Urysohn model

Reference to published paper Urysohn

It starts from original integral equation $$ \phi ( t) = \lambda \int\limits _ \Omega U ( x ( s), s, t ) d s + \psi ( t) ,\ \ x \in \Omega , $$ where model is defined by the kernel $U$. For the stationary case, variable $t$ drops out of picture $$ y = \int\limits _ {s_1}^{s_2} U(x(s), s)ds .$$ If we represent continuous $x(s)$ as a sequence of adjacent values $x_1, x_2, ...$ and surface $U$ as slices of adjacent functions $f_1(x_1), f_2(x_1), ...$, than we get a sum, which is, actually, a result of numerical quadrature $$y=\sum\limits_{j=1}^{n}f_j(x_j).$$ It is a regression model converting components $x_1, x_2, ... $ of vector $X$ into scalar $y$ by functions $f_1, f_2, ...$

Now I can show absolutely elementary and extreamly quick way of obtaining all these functions, which needs literally few lines of computer program.

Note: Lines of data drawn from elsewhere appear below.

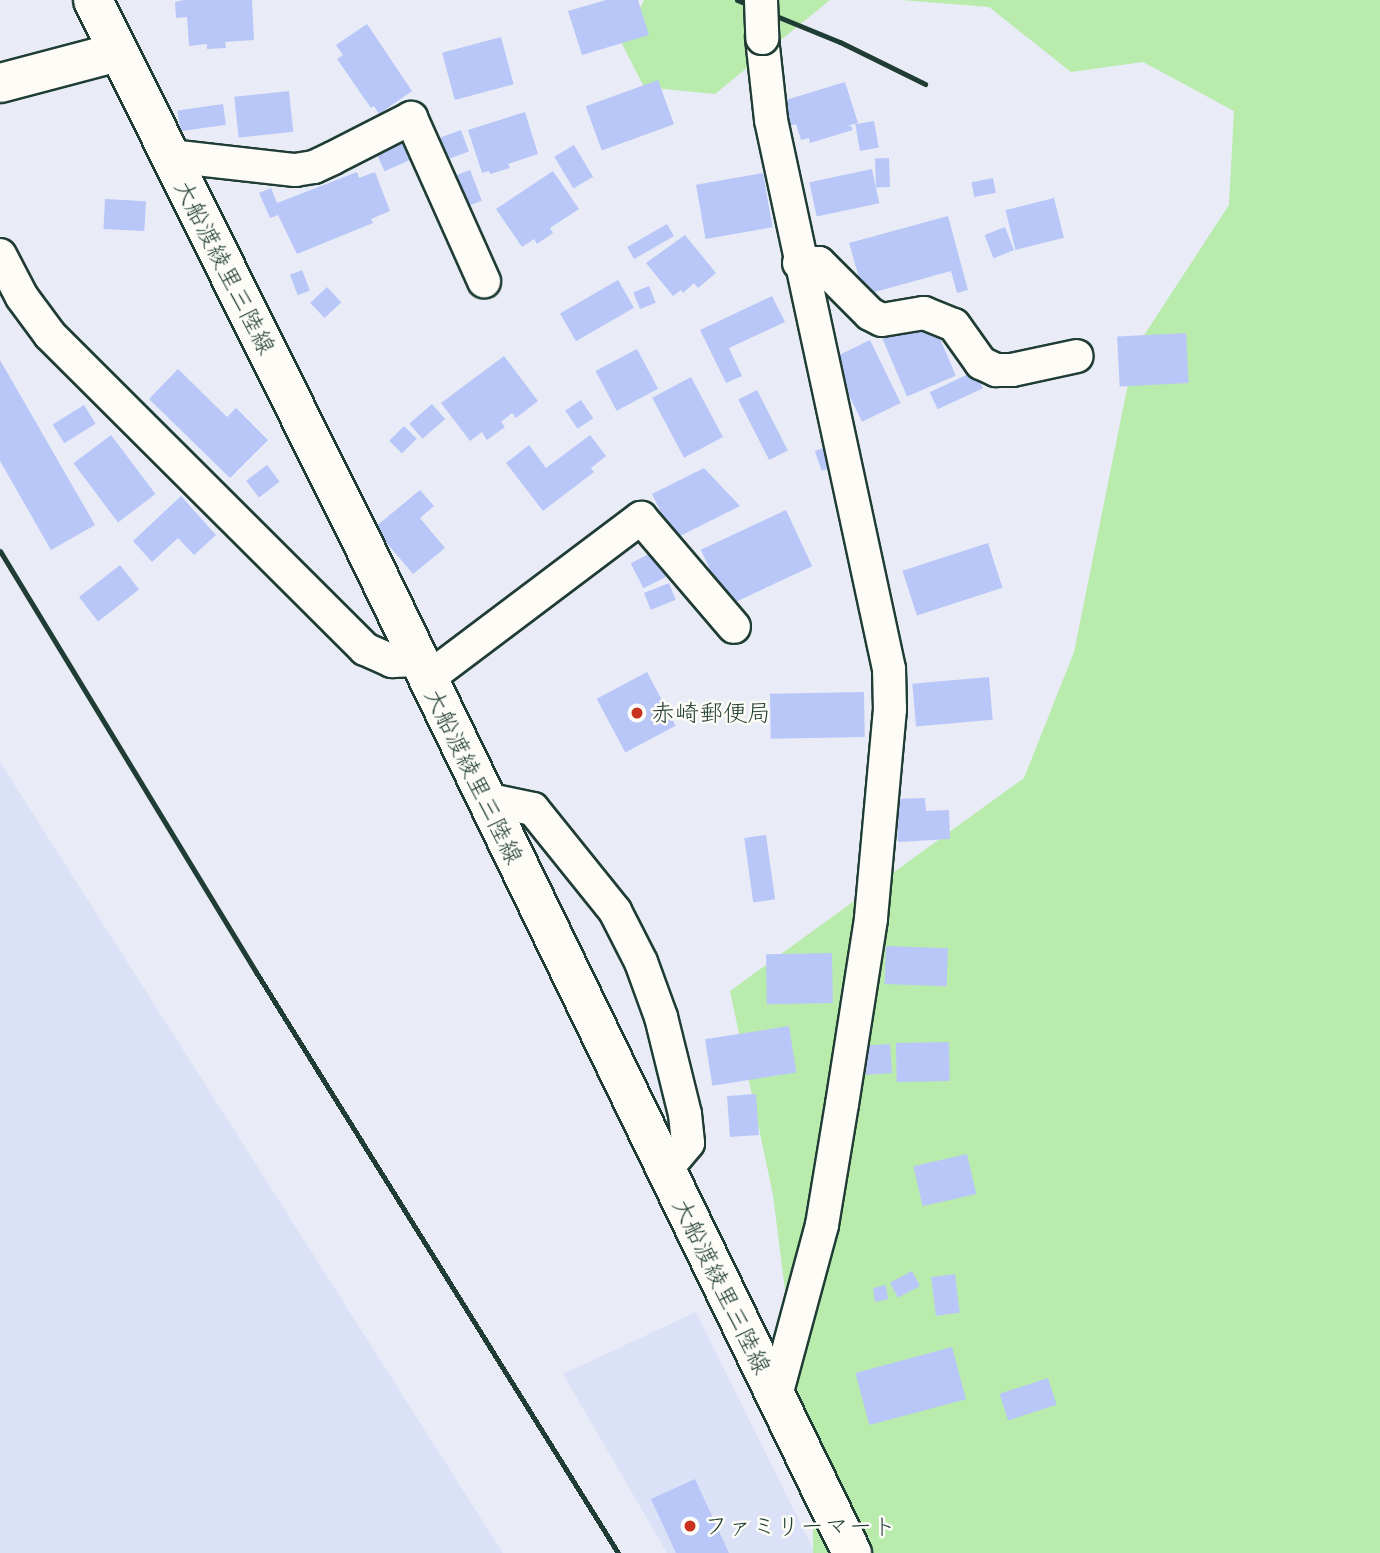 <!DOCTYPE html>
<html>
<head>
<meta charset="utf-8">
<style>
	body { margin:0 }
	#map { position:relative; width:1380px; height:1553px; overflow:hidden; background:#e9ecf7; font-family:Delius,"Klee One",sans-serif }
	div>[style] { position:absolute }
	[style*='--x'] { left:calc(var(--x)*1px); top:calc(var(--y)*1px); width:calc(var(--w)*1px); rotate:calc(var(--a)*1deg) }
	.built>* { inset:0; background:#dbe1f7 }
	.green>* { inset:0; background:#b9ebac }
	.building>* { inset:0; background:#b9c7f8; transform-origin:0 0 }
	.roads { filter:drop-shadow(2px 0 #1f3d34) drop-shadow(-2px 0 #1f3d34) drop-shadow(0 2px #1f3d34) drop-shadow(0 -2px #1f3d34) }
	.street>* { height:32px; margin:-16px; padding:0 16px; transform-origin:16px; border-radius:16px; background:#fdfcf7 }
	.secondary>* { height:38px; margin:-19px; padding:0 19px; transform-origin:19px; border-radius:19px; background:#fdfcf7 }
	.primary>* { height:38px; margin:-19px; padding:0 19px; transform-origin:19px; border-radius:19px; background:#fdfcf7 }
	.rail>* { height:5px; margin:-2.5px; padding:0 2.5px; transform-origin:2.5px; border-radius:2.5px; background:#1f3d34 }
	.bridges { filter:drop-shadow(2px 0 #1f3d34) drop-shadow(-2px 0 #1f3d34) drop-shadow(0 2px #1f3d34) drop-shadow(0 -2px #1f3d34) }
	.street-bridge>* { height:32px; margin:-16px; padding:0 16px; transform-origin:16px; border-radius:16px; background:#fdfcf7 }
	.dots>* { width:19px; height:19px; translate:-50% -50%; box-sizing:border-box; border:4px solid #fdfcf7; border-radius:50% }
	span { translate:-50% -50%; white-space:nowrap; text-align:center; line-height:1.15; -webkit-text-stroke:5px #fdfcf7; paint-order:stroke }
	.street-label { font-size:24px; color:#1f3d34 }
	.poi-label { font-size:24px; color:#1f3d34 }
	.left { translate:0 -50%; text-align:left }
</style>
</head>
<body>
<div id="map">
	<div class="built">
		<i style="clip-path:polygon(0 762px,503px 1553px,0 1553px)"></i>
		<i style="clip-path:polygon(696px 1312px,815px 1553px,667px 1553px,563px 1374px)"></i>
	</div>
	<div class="green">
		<i style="clip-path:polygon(644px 0,830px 0,715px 94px,644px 87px,622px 44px)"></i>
		<i style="clip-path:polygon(901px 0,1380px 0,1380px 1553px,813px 1553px,813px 1513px,773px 1195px,730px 991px,1024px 778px,1074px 652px,1135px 349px,1229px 205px,1234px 111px,1143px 62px,1071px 72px,989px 7px)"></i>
	</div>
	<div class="building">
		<i style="clip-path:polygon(184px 0,252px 0,254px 40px,225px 42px,226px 48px,207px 49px,207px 44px,189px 46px,187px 17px,176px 18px,175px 2px)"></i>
		<i style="clip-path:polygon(606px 0,638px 0,649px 35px,582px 55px,568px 11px)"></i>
		<i style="clip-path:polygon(367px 24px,412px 91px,379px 114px,374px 106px,371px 108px,337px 59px,343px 55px,336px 45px)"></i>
		<i style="left:501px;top:37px;width:49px;height:61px;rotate:75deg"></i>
		<i style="left:658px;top:80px;width:47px;height:77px;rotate:70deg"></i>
		<i style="clip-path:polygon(845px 82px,858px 123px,847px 126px,851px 126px,853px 130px,810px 143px,809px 138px,801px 140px,796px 124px,786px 127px,779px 102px)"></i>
		<i style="left:289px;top:91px;width:41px;height:55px;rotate:84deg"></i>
		<i style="left:223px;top:104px;width:21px;height:46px;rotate:82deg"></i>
		<i style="clip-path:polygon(525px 112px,538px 154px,508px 164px,510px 168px,490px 174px,489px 171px,482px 173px,468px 130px)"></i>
		<i style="left:874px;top:121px;width:27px;height:19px;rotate:80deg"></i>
		<i style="left:461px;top:130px;width:23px;height:34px;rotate:70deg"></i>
		<i style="left:403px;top:139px;width:22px;height:30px;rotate:66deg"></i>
		<i style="left:574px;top:145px;width:37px;height:23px;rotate:59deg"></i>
		<i style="left:889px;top:158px;width:29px;height:14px;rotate:88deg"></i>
		<i style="left:872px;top:169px;width:35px;height:64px;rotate:78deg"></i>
		<i style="left:470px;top:170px;width:33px;height:27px;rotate:69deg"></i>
		<i style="clip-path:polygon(553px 171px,579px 209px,550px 228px,553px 233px,537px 244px,534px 239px,522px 247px,496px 209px)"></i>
		<i style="clip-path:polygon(357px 172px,359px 178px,375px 172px,390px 211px,371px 219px,373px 223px,297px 254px,278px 215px,270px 218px,259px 193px,271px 188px,277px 203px)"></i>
		<i style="left:763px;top:173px;width:55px;height:68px;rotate:80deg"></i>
		<i style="left:993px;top:178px;width:15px;height:22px;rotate:79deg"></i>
		<i style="left:1054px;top:198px;width:41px;height:50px;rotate:76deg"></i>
		<i style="left:105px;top:199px;width:41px;height:30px;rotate:3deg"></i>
		<i style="clip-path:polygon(948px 216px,968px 290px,957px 293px,951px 271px,864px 295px,849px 243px)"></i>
		<i style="left:667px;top:224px;width:14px;height:46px;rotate:60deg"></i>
		<i style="left:1005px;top:227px;width:25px;height:22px;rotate:69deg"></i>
		<i style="clip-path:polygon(685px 235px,716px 273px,698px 288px,694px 283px,683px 293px,681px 290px,673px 296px,646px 263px)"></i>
		<i style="left:302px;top:270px;width:22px;height:13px;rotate:69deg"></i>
		<i style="left:618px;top:280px;width:32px;height:67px;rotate:60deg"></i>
		<i style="left:649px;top:286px;width:18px;height:17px;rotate:68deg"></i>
		<i style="left:327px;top:287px;width:21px;height:23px;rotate:47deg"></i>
		<i style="clip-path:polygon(772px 296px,785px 322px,729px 348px,742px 376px,726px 383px,700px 330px)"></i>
		<i style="left:930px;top:315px;width:66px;height:53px;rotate:67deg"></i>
		<i style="left:1186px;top:333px;width:50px;height:69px;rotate:87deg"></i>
		<i style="left:870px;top:340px;width:70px;height:43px;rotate:64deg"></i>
		<i style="left:637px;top:349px;width:45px;height:47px;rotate:62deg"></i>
		<i style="clip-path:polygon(504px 356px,538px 401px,516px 418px,512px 413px,501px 422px,505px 427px,487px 440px,482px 432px,470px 441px,441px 403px)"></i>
		<i style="clip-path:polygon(0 360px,95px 525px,51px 550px,0 461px)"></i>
		<i style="clip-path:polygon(178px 369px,227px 417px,236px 408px,268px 440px,230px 478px,149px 399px)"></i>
		<i style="left:975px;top:371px;width:19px;height:50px;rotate:65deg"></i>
		<i style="left:691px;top:377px;width:68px;height:44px;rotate:62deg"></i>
		<i style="left:757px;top:390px;width:68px;height:21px;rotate:63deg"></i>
		<i style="left:581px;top:400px;width:22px;height:19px;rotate:56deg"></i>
		<i style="left:432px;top:404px;width:20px;height:30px;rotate:49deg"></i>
		<i style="left:84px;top:405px;width:22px;height:37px;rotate:58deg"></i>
		<i style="left:404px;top:426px;width:18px;height:21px;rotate:45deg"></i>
		<i style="left:111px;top:435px;width:74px;height:47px;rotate:53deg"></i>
		<i style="clip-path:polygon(590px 435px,606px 456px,591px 468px,594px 472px,543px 511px,506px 463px,529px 445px,546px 468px)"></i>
		<i style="left:829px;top:446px;width:21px;height:15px;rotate:71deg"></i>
		<i style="left:267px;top:465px;width:21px;height:26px;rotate:53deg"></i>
		<i style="clip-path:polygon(704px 468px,740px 506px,674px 539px,652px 494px)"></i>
		<i style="clip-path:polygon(420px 490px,434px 506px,420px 518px,445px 548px,413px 574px,374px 528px)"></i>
		<i style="clip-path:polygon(181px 496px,216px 535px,194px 555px,178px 538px,152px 562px,133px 541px)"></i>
		<i style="left:786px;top:510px;width:62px;height:94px;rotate:65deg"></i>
		<i style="left:988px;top:543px;width:47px;height:90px;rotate:72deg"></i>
		<i style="left:653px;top:552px;width:28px;height:25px;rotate:63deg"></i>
		<i style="left:120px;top:565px;width:31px;height:52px;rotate:52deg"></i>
		<i style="left:669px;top:583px;width:18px;height:27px;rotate:68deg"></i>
		<i style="left:647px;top:672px;width:61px;height:57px;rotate:62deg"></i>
		<i style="left:989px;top:677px;width:43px;height:77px;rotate:85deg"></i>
		<i style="left:864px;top:692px;width:45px;height:94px;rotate:89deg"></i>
		<i style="clip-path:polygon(925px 798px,926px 811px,949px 810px,950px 839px,898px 842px,896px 799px)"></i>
		<i style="left:766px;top:835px;width:65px;height:22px;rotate:82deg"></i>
		<i style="left:886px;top:946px;width:62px;height:38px;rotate:2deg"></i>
		<i style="left:832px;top:953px;width:50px;height:66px;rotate:89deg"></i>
		<i style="left:789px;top:1026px;width:47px;height:85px;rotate:81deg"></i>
		<i style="left:949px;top:1042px;width:39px;height:53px;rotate:89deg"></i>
		<i style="left:890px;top:1044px;width:29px;height:33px;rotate:86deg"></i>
		<i style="left:756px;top:1094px;width:41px;height:29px;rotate:86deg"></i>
		<i style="left:967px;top:1154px;width:41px;height:55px;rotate:77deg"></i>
		<i style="left:912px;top:1271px;width:17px;height:25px;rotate:62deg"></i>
		<i style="left:955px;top:1274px;width:39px;height:24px;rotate:83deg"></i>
		<i style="clip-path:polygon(886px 1285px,888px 1299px,875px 1302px,873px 1288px)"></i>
		<i style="left:952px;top:1347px;width:54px;height:100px;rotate:75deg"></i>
		<i style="left:1048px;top:1378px;width:28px;height:51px;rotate:72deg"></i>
		<i style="clip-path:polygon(695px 1479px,729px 1553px,676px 1553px,651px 1499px)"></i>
	</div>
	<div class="roads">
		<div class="street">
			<i style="--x:762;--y:38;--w:82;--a:83.7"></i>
			<i style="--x:771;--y:120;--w:562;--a:77.87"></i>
			<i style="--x:889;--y:669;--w:40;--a:88.6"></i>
			<i style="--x:890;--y:709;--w:211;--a:95.2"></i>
			<i style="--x:871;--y:919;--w:187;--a:98.9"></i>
			<i style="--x:842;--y:1104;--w:123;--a:99.4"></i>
			<i style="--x:822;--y:1225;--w:177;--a:105.1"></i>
			<i style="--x:170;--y:156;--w:126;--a:6.4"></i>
			<i style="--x:295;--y:170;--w:19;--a:-9"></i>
			<i style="--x:314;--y:167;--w:21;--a:-25"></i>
			<i style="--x:333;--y:158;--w:88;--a:-27.1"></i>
			<i style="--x:411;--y:118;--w:179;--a:65.9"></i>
			<i style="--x:0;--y:255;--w:47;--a:62.4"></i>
			<i style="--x:22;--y:297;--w:47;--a:53.6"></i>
			<i style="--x:50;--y:335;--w:445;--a:44.9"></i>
			<i style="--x:365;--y:649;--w:30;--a:24"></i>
			<i style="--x:392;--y:661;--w:26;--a:-2"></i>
			<i style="--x:799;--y:263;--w:20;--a:0"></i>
			<i style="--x:819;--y:263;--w:72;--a:45"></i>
			<i style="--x:870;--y:314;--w:13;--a:27"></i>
			<i style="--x:882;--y:320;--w:43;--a:-9.5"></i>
			<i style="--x:924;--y:313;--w:32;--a:22"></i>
			<i style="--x:954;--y:325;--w:47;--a:54.6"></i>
			<i style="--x:981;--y:363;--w:17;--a:25"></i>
			<i style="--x:996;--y:370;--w:16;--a:0"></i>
			<i style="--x:1012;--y:370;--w:66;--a:-12.2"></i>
			<i style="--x:427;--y:679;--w:268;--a:-37"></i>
			<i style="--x:641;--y:518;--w:143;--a:49.5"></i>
			<i style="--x:485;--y:799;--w:49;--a:11.8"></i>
			<i style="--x:533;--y:809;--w:131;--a:51.2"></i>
			<i style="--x:615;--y:911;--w:57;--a:63"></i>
			<i style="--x:641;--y:962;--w:59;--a:70"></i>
			<i style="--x:661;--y:1017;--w:100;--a:76.1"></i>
			<i style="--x:685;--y:1114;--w:29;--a:84"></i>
			<i style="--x:688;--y:1143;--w:34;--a:130"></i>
		</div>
		<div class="secondary">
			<i style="--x:0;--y:83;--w:122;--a:-14.7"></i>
		</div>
		<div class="primary">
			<i style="--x:93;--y:0;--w:612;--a:63.6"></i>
			<i style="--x:365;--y:548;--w:1117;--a:64.15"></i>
		</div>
	</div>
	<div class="rail">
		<i style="--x:737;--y:0;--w:111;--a:22.2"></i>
		<i style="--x:840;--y:42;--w:95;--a:26.3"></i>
		<i style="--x:0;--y:551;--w:493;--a:58.7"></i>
		<i style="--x:256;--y:972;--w:685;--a:58.07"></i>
	</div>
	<div class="bridges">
		<div class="street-bridge">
			<i style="--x:761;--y:0;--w:38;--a:88"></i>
		</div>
	</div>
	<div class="dots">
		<i style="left:637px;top:713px;background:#c8321e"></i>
		<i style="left:690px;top:1526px;background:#c8321e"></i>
	</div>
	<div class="street-label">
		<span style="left:225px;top:267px;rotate:63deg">大船渡綾里三陸線</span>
		<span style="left:474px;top:776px;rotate:64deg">大船渡綾里三陸線</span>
		<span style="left:722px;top:1286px;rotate:64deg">大船渡綾里三陸線</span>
	</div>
	<div class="poi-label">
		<span class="left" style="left:651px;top:713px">赤崎郵便局</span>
		<span class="left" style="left:704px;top:1526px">ファミリーマート</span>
	</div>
</div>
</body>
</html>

These functions are identified from the data, their shapes are determined in the training process.

In the image below I show two piecewise linear functions $f_1$ and $f_2$ with ordinates $f_{1,1}, f_{1,2}, ..., f_{2,1}, f_{2,2}, ...$

We make a block vector with unknown ordinates:
$$F^T = [f_{1,1} \;\; f_{1,2} \;\; f_{1,3} \;\; f_{1,4} \;\; f_{1,5}] \;\;\; [f_{2,1} \;\; f_{2,2} \;\; f_{2,3} \;\; f_{2,4} \;\; f_{2,5}],$$ and block vector with known abscissas: $$X^T = [0.0 \;\; 0.1 \;\; 0.9 \;\; 0.0 \;\; 0.0] \;\;\; [0.0 \;\; 0.9 \;\; 0.1 \;\; 0.0 \;\; 0.0].$$ Since values $x_1$ and $x_2$ are given, than we know relative abscissa distances within the segments that they belong to, and we can use them in a linear interpolation formula. I use numbers $0.1$ and $0.9$ to make this example as clear as possible. The inner product $X^T F$ must be equal to $y$, and having training data $X^i, y_i$, we can build system of linear algebraic equations and solve it, using some regularization technique for stability and filtering of observation errors or other types of uncertainty.

Note: The system is linear, but the model is not. Only the locations of projected to abscissa node points have to be selected, the actual shapes of all functions are determined in the training process.

Projection descent

Mathematically each equation $X^T_i F = y_i$ in training data set is a hyperplane. Dominated zeros in equations make most of them pairwise orthogonal. For such type of data there is very effective way of iterative solution by projecting point $F_k$ to given hyperplanes squentially in any order. This method was published by Stefan Kaczmarz in 1937. We can easily visualize the advantage of this method for pairwise orthogonal or near orthogonal hyperplanes.

When data is noisy and single common point for all hyperplanes not exists, the method navigates iterative solution to the area where most hyperplanes cross and holds it there with the small changes at each step. The iterative formula is very simple:
$$F_{k+1} = F_k + \alpha \frac{y_i-{X^T}_i F_k}{||X_i||^2} X_i, $$ where $\alpha$ is a regularization parameter, subscript $k$ denotes iteration, subscript $i$ denotes data record.

Obviously, it is not necessary to build all these vectors with dominated zeros and compute inner products in the code. The computations use elementary linear interpolation steps for each involved segment, the code can be written by a computer school student for an hour in the class room, there is no need even show the code.